For this debate I assert that humans will have to expand into space one day, and the sooner the better. Humans should begin to terraform Mars, and start to invest massive amounts of money towards space-oriented technology.
whatledge

Con

I thank Pro for instigating this debate.

I assert that Human expansion into space is unnecessary. My opponent has not stated the reasons as to why we should expand and colonize space, so I have nothing to refute thus far. I ask my opponent to offer further argumentation in Round 2, where I shall offer refutation and counter arguments in exchange.
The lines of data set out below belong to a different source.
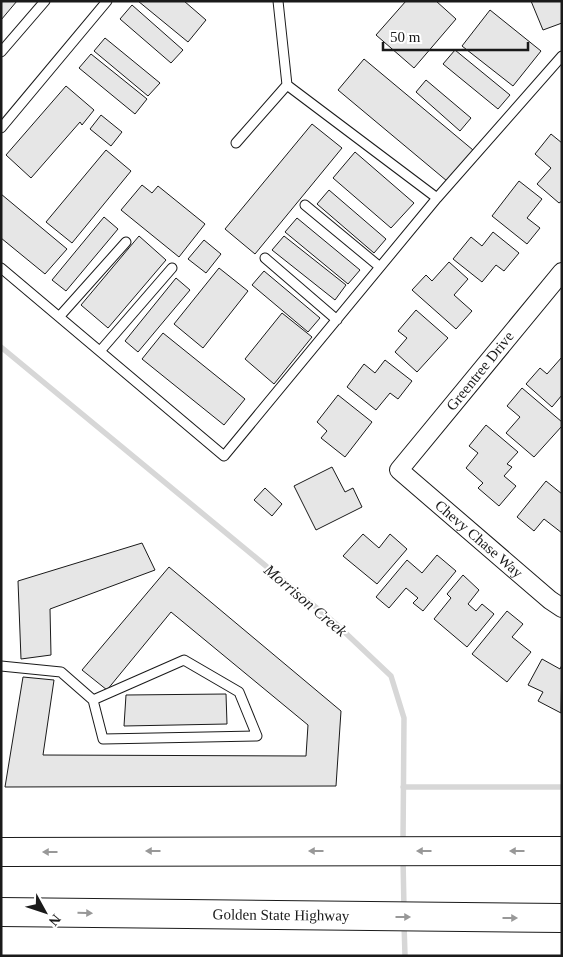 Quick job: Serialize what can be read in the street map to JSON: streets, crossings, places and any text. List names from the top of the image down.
{
  "streets": {
    "highway": ["Golden State Highway"],
    "street": ["Greentree Drive", "Chevy Chase Way"]
  },
  "crossings": [
    ["Greentree Drive", "Chevy Chase Way"]
  ],
  "water": ["Morrison Creek"],
  "scale_bar": "50 m",
  "north": "bottom right"
} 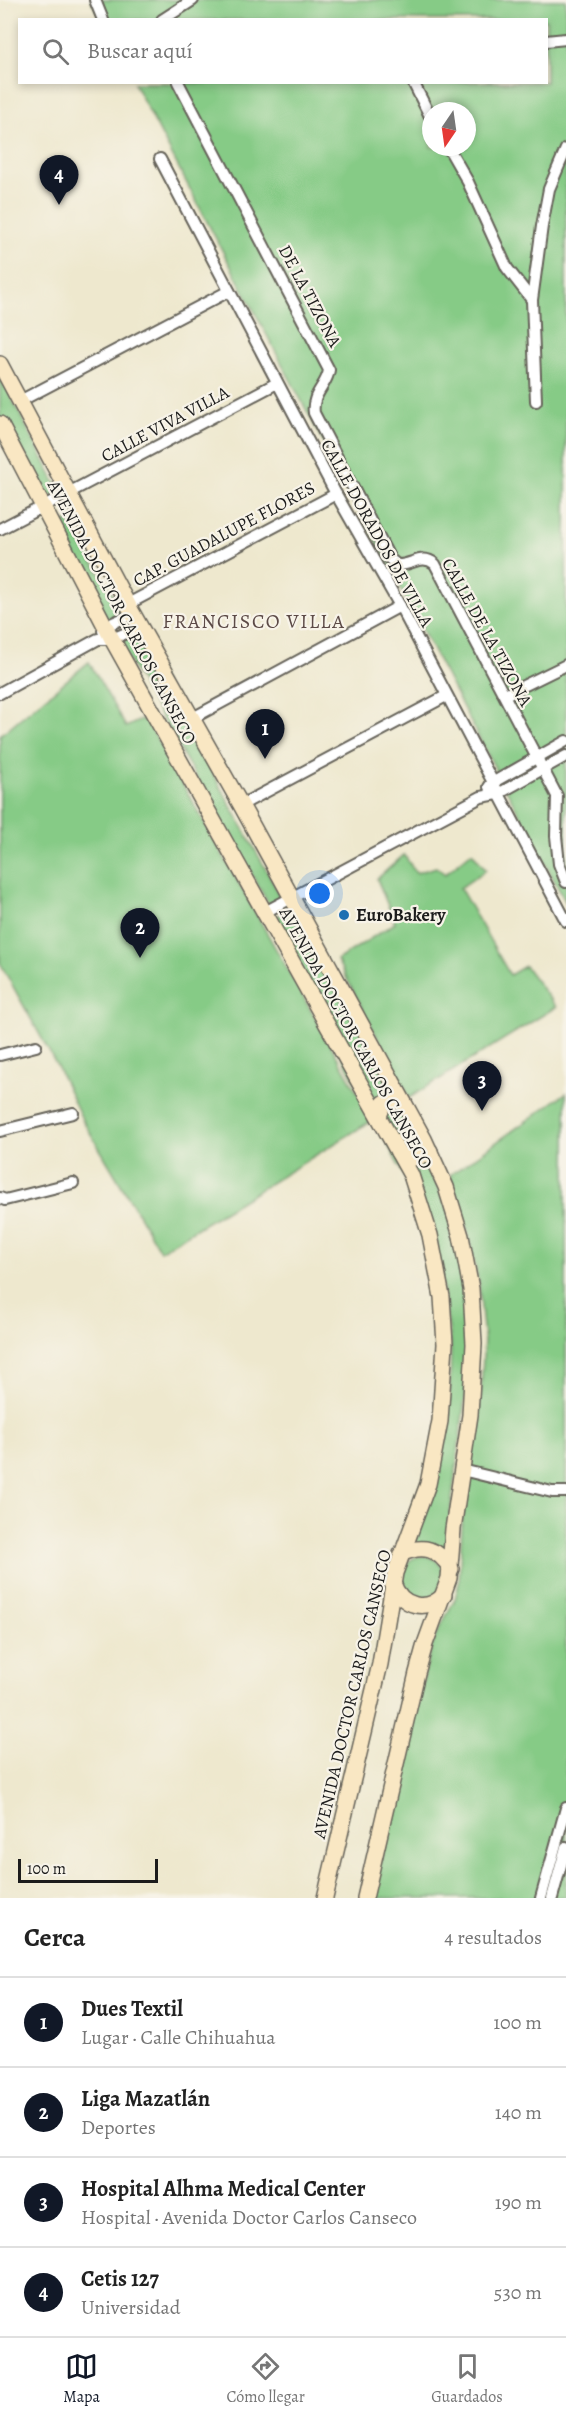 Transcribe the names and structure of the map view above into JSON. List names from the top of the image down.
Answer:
{
  "streets": {
    "main road": ["AVENIDA DOCTOR CARLOS CANSECO"],
    "street": [
      "DE LA TIZONA",
      "CALLE VIVA VILLA",
      "CALLE DORADOS DE VILLA",
      "CAP. GUADALUPE FLORES",
      "CALLE DE LA TIZONA"
    ]
  },
  "crossings": [
    ["DE LA TIZONA", "CALLE DE LA TIZONA"],
    ["CALLE VIVA VILLA", "CALLE DORADOS DE VILLA"],
    ["CALLE VIVA VILLA", "AVENIDA DOCTOR CARLOS CANSECO"],
    ["CALLE DORADOS DE VILLA", "CAP. GUADALUPE FLORES"],
    ["CAP. GUADALUPE FLORES", "AVENIDA DOCTOR CARLOS CANSECO"]
  ],
  "districts": ["FRANCISCO VILLA"],
  "places": ["EuroBakery"],
  "scale_bar": "100 m",
  "north": "bottom",
  "page": {
    "search": "Buscar aquí",
    "pins": [
      "4",
      "1",
      "2",
      "3"
    ],
    "scale": "100 m",
    "heading": ["Cerca", "4 resultados"],
    "list": [
      {
        "mark": "1",
        "name": "Dues Textil",
        "note": "Lugar · Calle Chihuahua",
        "value": "100 m"
      },
      {
        "mark": "2",
        "name": "Liga Mazatlán",
        "note": "Deportes",
        "value": "140 m"
      },
      {
        "mark": "3",
        "name": "Hospital Alhma Medical Center",
        "note": "Hospital · Avenida Doctor Carlos Canseco",
        "value": "190 m"
      },
      {
        "mark": "4",
        "name": "Cetis 127",
        "note": "Universidad",
        "value": "530 m"
      }
    ],
    "nav": ["Mapa", "Cómo llegar", "Guardados"]
  }
} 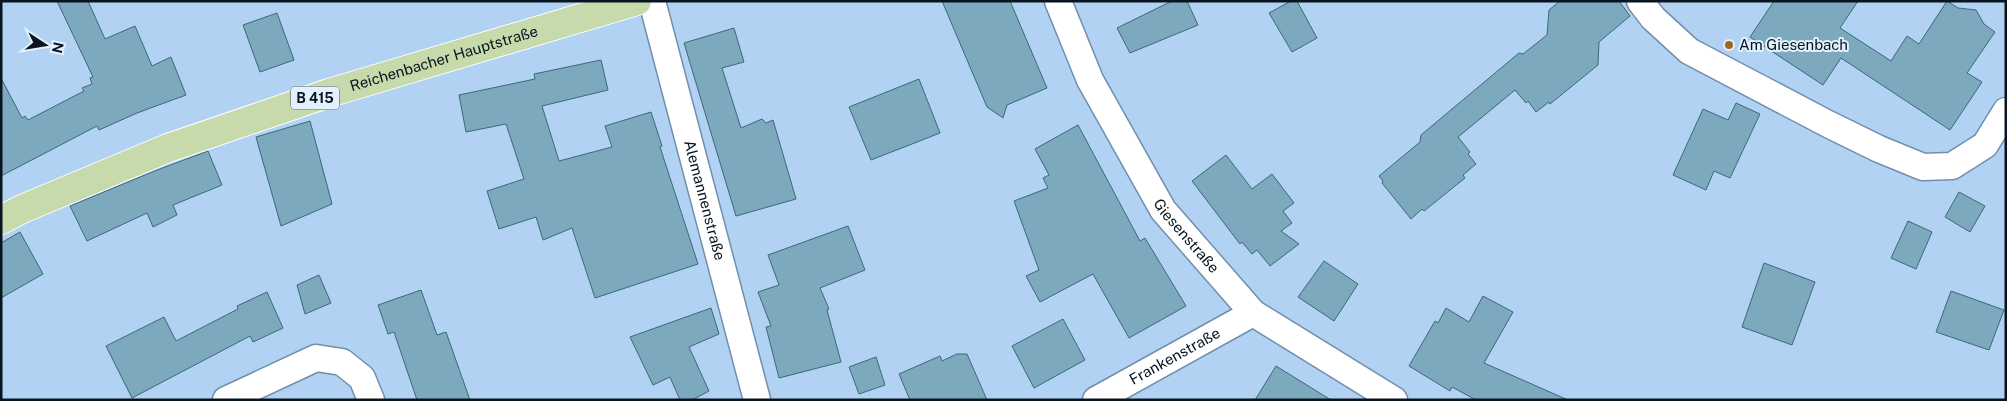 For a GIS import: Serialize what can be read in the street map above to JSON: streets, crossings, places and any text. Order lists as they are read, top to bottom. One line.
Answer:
{"streets":{"main road":["Reichenbacher Hauptstraße","B 415"],"street":["Alemannenstraße","Giesenstraße","Frankenstraße"]},"crossings":[["Giesenstraße","Frankenstraße"]],"places":["Am Giesenbach"],"north":"right"} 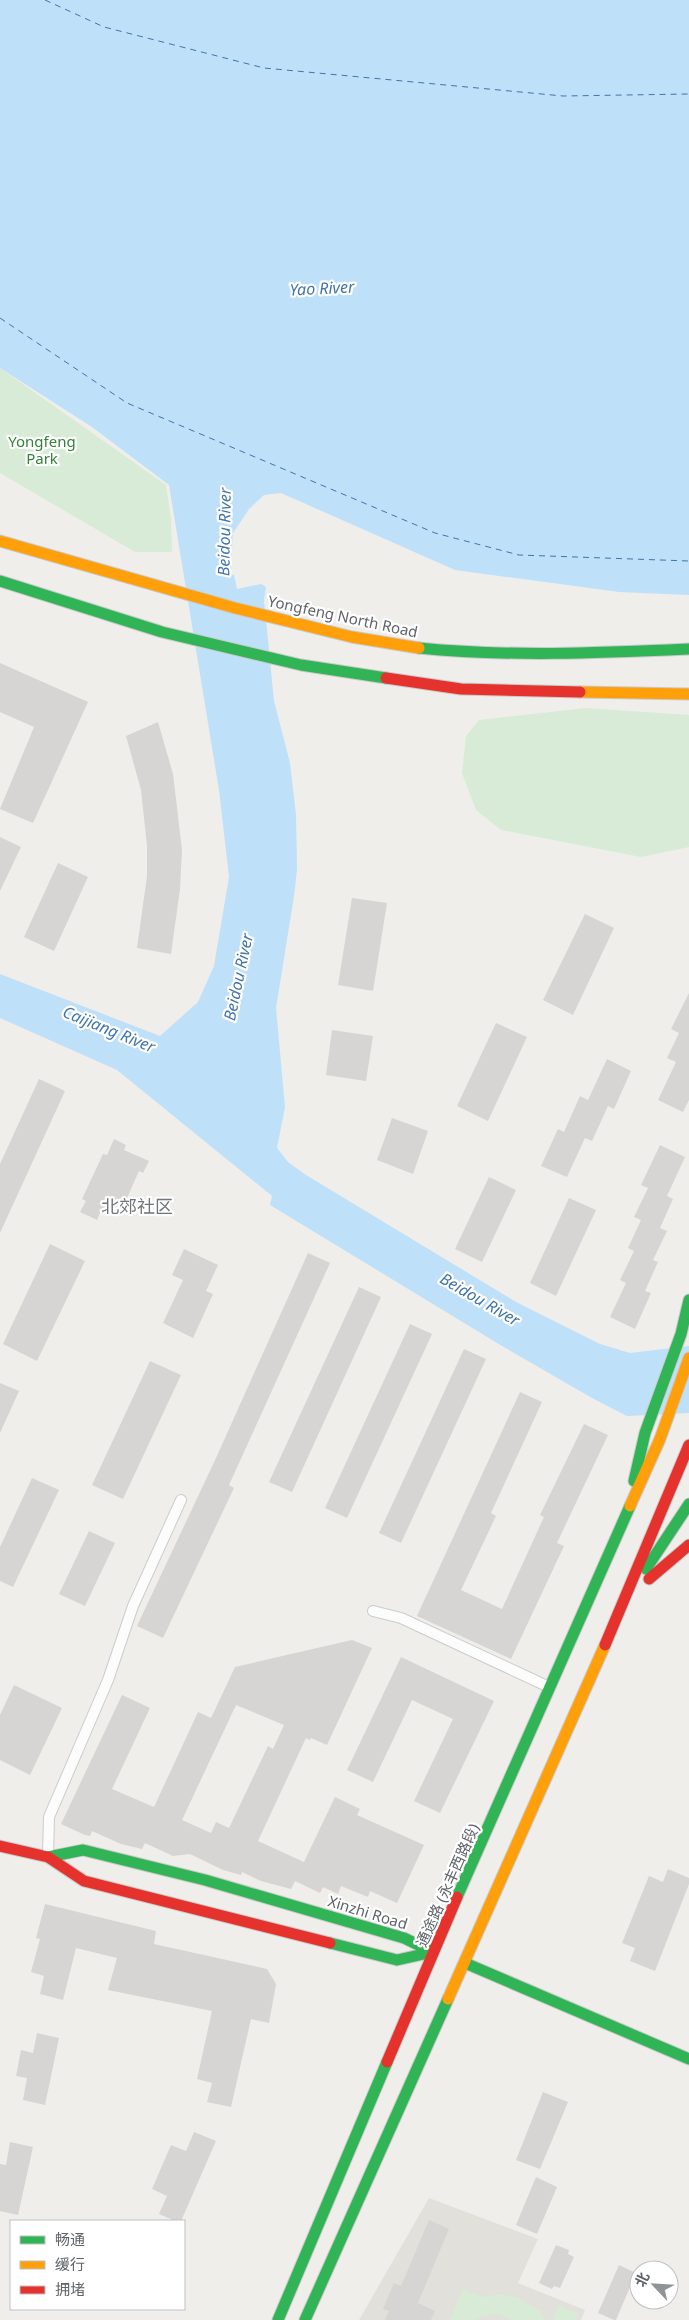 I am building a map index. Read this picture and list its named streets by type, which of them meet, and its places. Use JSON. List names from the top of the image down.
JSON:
{
  "streets": {
    "main road": ["Yongfeng North Road", "通途路 (永丰西路段)", "Xinzhi Road"]
  },
  "crossings": [
    ["通途路 (永丰西路段)", "Xinzhi Road"]
  ],
  "districts": ["北郊社区"],
  "water": ["Yao River", "Beidou River", "Caijiang River"],
  "parks": ["Yongfeng Park"],
  "legend": ["畅通", "缓行", "拥堵"],
  "north": "top left"
} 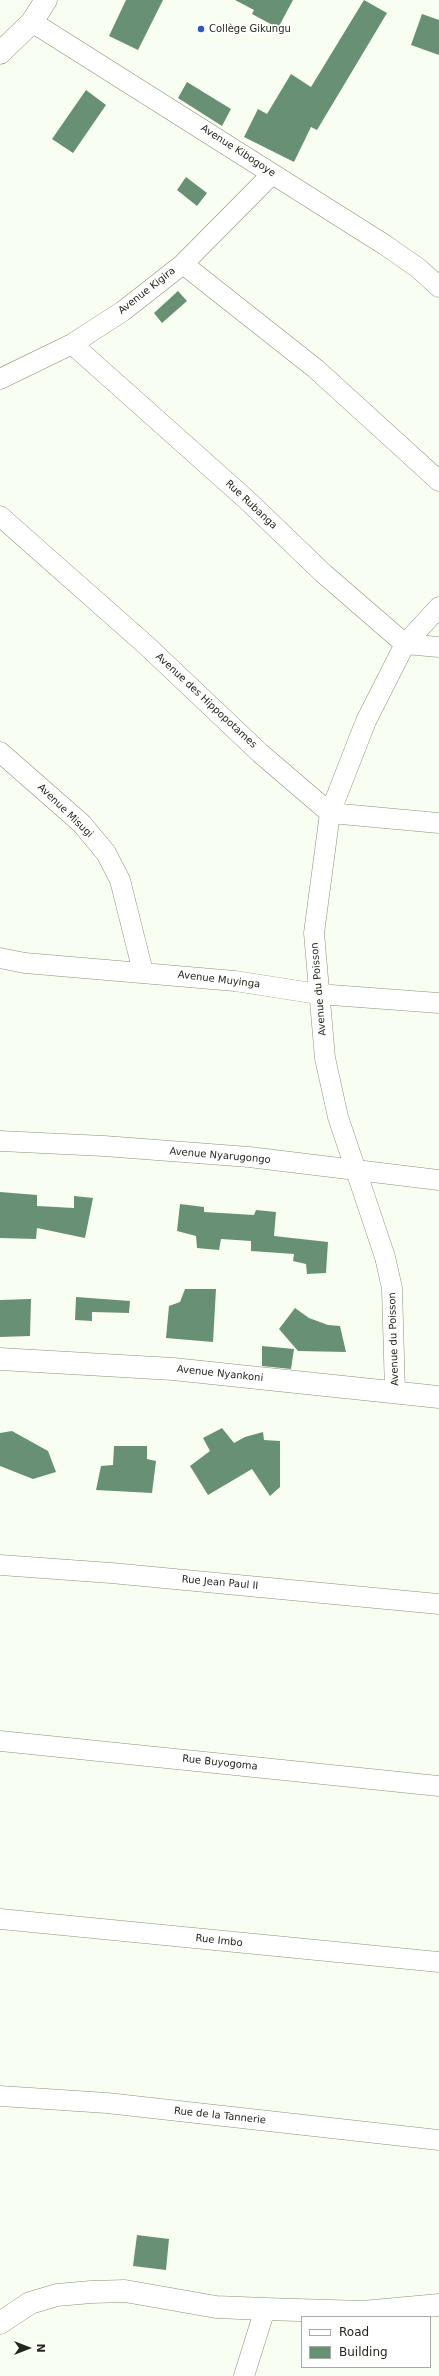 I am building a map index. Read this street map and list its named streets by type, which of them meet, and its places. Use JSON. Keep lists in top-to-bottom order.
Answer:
{
  "streets": {
    "street": [
      "Avenue Kibogoye",
      "Avenue Kigira",
      "Rue Rubanga",
      "Avenue des Hippopotames",
      "Avenue Misugi",
      "Avenue Muyinga",
      "Avenue du Poisson",
      "Avenue Nyarugongo",
      "Avenue Nyankoni",
      "Rue Jean Paul II",
      "Rue Buyogoma",
      "Rue Imbo",
      "Rue de la Tannerie"
    ]
  },
  "crossings": [
    ["Avenue Kibogoye", "Avenue Kigira"],
    ["Avenue Kigira", "Rue Rubanga"],
    ["Rue Rubanga", "Avenue du Poisson"],
    ["Avenue des Hippopotames", "Avenue du Poisson"],
    ["Avenue Misugi", "Avenue Muyinga"],
    ["Avenue Muyinga", "Avenue du Poisson"],
    ["Avenue du Poisson", "Avenue Nyarugongo"],
    ["Avenue du Poisson", "Avenue Nyankoni"]
  ],
  "places": ["Collège Gikungu"],
  "legend": ["Road", "Building"],
  "north": "right"
} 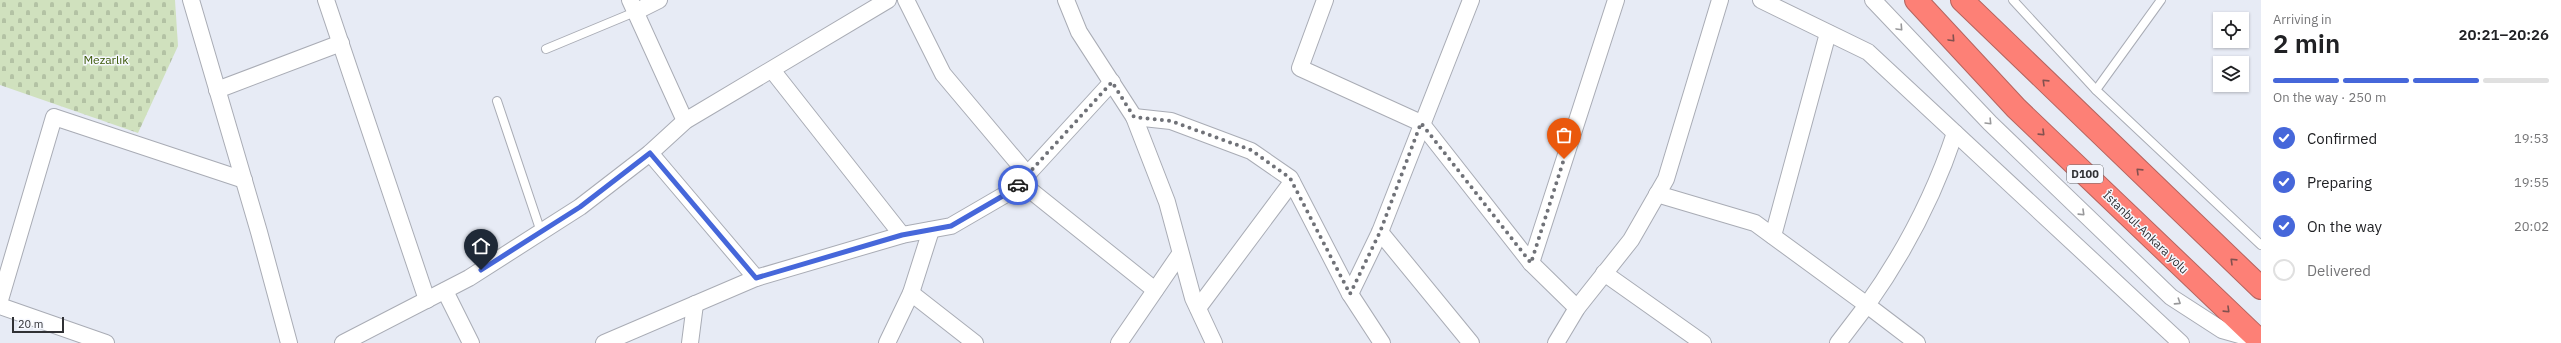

I look forward to an exciting debate!
Debate Round No. 1
Brendan21

Pro

I thank Con for accepting my debate. Allow me to start my arguments.

1) In sure human survival.
Expanding to as many planets as possible will subsequently give humans a much greater chance of survival. At the current moment, we are on one planet, and if said planet is destroyed, humans will be extinct. One day, if roughly 5 billion years, our sun will no longer be stable enough for humans to remain on earth. That is the most definite way the earth will end, however huge asteroids, hostile aliens, and abnormal solar flares also have to potential to end our species. Another end to the earth, as we know it anyway, is the destruction of the moon. If we expand, we will also have multiple chances at how to take care of environments, and not destroying ourselves.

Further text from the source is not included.